Alfonsi reports from within Pamper's Top Secret Research and Development Center where over 500 scientists, chemical engineers and seamstresses work to improve the look, feel, absorbency, and trimness of today's disposable diapers. They go so far as to x-ray diapers - even creating 3-dimensional models.
All in the name of science.
Would you believe they have tester moms who take home the diapers, test them, and then return the soiled diapers to Pampers to be picked apart and sniffed? Yep, one entire unit is dedicated to bowel movements - as Alfonsi said, "...all in the name of science."
Why would Pampers let down their guard, allowing Alfonsi to be the first to enter this top secret developmental center? A clue is given in the last portion of this report when the friendly Pampers' representative took time to openly refute complaints about their Dry Max Diapers. The Pampers Dry Max Diapers were reported as giving extreme diaper rash and chemical burns - a Facebook Group was even created for moms to come together, post photos, make reports, and inform parents.

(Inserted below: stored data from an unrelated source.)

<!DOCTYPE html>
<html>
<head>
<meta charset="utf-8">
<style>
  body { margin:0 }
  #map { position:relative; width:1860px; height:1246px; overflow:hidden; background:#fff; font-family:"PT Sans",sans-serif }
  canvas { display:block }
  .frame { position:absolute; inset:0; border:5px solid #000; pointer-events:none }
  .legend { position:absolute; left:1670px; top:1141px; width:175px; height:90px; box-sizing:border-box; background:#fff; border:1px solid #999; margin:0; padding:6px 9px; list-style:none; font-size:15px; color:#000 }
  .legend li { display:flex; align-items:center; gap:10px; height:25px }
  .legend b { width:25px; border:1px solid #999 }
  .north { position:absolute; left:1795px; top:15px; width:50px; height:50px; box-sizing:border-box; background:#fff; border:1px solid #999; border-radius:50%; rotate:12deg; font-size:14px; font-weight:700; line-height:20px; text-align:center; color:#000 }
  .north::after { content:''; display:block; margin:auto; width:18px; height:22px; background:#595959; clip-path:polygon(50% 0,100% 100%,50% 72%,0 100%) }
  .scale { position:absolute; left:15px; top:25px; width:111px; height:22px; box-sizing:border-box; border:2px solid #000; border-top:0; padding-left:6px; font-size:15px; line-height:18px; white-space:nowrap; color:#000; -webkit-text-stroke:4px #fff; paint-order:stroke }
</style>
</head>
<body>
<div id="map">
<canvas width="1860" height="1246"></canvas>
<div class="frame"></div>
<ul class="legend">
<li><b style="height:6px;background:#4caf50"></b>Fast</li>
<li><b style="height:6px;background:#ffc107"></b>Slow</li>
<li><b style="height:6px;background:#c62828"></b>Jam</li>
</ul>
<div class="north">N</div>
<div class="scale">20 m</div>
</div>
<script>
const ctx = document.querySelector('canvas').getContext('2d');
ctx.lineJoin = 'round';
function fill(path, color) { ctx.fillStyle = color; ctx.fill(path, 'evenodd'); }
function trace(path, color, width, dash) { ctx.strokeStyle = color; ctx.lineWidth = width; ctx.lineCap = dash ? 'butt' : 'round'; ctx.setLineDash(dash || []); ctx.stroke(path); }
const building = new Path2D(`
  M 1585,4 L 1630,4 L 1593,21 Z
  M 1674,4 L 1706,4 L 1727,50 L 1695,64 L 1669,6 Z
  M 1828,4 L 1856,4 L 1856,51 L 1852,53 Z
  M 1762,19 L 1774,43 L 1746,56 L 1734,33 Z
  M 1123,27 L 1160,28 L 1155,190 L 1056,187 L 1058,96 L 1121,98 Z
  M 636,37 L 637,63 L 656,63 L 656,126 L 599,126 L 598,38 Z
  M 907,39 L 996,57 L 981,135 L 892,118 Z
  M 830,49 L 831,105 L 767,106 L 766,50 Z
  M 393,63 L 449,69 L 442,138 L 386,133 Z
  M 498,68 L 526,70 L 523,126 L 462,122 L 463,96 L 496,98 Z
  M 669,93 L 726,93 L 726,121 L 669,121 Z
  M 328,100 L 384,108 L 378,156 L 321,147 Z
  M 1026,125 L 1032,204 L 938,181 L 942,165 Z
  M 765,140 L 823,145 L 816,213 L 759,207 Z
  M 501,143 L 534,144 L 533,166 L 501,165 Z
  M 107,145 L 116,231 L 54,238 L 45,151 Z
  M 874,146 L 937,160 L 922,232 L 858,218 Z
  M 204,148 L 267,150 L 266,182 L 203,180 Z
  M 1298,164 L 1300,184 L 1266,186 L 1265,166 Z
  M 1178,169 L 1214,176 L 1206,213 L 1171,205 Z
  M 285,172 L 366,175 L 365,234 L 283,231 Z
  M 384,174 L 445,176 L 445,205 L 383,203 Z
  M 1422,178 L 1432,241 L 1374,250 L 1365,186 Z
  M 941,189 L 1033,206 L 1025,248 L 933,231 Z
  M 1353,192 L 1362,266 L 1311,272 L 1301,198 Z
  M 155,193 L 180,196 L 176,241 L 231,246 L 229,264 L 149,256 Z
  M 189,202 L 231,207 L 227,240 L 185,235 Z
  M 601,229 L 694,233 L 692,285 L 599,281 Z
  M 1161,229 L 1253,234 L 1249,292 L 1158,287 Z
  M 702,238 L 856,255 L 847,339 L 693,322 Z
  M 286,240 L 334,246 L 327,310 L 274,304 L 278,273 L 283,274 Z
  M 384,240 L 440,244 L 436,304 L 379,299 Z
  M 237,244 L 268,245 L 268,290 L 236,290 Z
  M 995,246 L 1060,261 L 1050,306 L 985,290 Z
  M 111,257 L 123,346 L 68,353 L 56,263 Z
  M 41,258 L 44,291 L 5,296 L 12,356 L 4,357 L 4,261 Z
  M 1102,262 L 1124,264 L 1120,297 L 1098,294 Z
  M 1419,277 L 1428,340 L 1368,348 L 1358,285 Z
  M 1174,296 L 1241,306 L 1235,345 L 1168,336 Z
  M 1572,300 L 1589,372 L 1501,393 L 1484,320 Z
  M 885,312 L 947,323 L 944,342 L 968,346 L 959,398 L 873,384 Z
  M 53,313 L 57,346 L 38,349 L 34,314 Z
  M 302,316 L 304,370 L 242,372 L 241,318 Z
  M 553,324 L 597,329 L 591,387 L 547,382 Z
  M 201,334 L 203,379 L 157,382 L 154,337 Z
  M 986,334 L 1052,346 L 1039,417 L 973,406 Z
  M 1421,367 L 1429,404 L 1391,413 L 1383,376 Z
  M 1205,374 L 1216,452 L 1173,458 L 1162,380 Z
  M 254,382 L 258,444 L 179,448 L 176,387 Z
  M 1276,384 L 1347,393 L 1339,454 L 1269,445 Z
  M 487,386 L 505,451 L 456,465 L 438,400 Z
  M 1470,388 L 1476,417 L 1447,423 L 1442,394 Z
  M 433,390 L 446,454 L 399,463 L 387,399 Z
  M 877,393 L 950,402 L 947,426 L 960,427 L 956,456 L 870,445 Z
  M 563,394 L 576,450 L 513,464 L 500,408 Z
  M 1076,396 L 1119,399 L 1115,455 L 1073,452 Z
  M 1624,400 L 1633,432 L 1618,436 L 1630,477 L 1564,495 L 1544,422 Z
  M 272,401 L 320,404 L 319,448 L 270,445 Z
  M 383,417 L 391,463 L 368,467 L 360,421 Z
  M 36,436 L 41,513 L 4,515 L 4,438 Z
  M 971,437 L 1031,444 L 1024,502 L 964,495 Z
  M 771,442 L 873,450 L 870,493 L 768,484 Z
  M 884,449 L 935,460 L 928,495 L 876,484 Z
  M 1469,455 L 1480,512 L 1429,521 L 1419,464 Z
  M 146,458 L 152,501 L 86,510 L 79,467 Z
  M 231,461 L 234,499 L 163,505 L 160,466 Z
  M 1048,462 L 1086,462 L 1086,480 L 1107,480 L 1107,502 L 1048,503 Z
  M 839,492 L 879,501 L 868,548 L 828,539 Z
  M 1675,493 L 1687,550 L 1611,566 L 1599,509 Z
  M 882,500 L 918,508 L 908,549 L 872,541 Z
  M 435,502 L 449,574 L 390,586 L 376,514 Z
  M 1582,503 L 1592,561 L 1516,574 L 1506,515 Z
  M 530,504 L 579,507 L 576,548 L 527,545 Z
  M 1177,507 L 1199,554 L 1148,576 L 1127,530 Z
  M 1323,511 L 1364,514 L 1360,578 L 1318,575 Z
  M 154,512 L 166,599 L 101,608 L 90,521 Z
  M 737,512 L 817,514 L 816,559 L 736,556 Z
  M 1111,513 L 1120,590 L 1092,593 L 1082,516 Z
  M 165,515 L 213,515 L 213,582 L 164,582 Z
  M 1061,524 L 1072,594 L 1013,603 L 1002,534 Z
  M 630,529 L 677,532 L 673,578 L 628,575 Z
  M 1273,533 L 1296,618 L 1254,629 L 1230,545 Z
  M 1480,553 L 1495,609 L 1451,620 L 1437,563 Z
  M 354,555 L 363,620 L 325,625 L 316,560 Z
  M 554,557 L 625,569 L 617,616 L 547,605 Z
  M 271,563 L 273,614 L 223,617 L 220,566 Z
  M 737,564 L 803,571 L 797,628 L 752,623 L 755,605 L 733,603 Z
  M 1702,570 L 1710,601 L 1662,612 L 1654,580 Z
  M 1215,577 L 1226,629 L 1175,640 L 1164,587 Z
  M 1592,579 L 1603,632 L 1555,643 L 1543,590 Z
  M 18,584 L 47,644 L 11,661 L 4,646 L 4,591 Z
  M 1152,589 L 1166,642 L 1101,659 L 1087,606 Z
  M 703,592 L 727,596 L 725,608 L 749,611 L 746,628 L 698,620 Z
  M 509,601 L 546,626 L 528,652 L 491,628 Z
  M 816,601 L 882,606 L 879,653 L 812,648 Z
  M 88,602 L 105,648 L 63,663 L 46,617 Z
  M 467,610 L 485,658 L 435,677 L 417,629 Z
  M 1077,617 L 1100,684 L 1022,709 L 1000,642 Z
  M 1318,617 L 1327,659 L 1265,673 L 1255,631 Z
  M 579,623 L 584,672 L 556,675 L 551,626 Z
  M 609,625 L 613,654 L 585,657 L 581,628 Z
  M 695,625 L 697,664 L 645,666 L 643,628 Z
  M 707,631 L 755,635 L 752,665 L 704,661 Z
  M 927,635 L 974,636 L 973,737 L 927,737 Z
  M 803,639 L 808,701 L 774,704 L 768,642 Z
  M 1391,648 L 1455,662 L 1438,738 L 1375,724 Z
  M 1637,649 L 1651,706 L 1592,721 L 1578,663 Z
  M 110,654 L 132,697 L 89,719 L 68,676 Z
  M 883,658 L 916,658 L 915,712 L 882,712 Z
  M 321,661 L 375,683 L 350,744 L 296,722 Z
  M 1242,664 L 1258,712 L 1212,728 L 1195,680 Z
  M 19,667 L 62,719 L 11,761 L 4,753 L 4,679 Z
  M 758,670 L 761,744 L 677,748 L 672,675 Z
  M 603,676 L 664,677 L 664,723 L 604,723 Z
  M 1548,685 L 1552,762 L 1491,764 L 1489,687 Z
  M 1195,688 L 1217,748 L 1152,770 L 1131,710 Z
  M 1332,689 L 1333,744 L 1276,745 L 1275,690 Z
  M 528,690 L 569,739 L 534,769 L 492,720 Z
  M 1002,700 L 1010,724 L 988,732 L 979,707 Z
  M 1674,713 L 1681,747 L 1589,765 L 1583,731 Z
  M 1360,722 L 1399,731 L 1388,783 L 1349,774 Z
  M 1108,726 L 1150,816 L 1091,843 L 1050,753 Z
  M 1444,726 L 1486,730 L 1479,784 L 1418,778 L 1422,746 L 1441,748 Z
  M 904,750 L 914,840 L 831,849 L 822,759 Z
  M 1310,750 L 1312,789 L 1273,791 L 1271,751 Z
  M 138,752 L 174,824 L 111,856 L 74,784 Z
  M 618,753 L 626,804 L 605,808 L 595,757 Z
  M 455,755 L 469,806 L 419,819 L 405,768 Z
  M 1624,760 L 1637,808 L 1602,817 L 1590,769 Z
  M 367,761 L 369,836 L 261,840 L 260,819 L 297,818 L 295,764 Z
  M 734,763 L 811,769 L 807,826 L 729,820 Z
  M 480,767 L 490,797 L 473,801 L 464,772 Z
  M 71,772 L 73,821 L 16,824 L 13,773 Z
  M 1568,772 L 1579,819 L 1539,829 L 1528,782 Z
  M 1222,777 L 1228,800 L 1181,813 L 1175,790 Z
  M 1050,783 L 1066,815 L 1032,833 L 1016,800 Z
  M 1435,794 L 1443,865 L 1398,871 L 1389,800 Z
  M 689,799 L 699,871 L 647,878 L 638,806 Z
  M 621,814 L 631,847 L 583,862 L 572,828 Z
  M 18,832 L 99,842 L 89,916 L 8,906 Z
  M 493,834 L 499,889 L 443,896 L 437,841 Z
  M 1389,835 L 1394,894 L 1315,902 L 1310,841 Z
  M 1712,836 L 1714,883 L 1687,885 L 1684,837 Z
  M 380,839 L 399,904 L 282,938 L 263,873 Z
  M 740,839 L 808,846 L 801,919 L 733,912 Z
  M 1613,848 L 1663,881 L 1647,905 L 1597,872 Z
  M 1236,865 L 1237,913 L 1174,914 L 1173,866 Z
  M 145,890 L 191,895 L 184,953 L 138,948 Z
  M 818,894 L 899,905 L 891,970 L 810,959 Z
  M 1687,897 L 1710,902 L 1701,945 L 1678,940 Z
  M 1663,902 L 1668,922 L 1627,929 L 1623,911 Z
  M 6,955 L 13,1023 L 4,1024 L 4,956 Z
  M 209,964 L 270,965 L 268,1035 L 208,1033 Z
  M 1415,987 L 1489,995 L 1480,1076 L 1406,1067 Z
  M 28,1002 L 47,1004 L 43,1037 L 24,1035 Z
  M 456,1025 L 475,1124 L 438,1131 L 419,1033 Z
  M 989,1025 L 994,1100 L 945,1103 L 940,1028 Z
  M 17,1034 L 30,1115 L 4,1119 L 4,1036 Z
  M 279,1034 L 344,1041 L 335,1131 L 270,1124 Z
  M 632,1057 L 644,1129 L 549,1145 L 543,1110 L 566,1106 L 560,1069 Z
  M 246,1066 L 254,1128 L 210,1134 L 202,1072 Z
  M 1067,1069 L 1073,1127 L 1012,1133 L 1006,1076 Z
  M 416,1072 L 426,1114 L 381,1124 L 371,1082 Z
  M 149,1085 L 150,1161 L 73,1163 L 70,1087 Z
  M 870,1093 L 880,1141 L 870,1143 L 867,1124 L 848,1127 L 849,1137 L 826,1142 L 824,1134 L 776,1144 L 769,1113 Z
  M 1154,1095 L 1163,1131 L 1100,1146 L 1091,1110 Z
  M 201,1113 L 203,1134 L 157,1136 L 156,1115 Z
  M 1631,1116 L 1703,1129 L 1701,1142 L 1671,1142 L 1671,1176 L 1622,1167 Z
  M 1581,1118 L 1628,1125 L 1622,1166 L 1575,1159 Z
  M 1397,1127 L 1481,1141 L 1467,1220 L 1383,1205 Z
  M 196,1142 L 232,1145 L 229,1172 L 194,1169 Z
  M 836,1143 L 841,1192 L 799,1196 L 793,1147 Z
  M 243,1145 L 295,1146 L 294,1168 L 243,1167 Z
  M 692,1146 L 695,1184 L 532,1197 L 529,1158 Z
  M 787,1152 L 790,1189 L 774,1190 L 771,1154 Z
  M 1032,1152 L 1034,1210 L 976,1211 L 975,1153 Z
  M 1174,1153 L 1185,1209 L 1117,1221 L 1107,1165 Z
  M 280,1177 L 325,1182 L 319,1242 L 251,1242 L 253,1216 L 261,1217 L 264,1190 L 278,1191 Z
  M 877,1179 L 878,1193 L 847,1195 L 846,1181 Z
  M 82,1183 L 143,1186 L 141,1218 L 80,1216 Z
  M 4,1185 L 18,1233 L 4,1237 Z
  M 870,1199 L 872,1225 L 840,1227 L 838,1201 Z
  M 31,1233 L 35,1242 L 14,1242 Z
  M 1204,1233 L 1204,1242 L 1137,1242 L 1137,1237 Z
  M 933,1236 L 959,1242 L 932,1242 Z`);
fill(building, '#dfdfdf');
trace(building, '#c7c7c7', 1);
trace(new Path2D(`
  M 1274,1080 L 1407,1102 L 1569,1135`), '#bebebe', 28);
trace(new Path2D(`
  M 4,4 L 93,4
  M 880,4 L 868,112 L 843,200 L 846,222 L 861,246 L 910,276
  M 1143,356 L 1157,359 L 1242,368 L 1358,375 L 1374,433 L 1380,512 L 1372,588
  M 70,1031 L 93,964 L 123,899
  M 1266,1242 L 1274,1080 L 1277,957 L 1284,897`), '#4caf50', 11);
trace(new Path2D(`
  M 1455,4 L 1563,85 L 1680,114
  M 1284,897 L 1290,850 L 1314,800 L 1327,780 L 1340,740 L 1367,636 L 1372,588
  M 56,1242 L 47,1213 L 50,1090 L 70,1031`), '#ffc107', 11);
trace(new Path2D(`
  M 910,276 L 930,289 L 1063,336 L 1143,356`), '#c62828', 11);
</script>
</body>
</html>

What was Pampers' response?
"There's been no data being able to link the Dry Max product to any kind of skin irritation. Dry Max was tested on over 20,000 babies."
What about the photos on Facebook? What about the complaints? Does that not constitute as data?
With the millions of diapers spent on research, and the billions of diapers to be had in the industry, disposable diaper companies are positioning to be the favorite in households. It is satisfying that in the midst of all this a literal cloth diaper revival seems to be occurring; don't doubt for a second Pampers and Huggies aren't aware.
Research indicates consumers are brand loyal, and the game is on to get them to switch, whether it be for a limited edition, jean diaper, or for designer diapers.
Of course, you could always ditch those two choices altogether and go for a more natural, eco-friendly, cozy-for-baby solution - cloth diapers.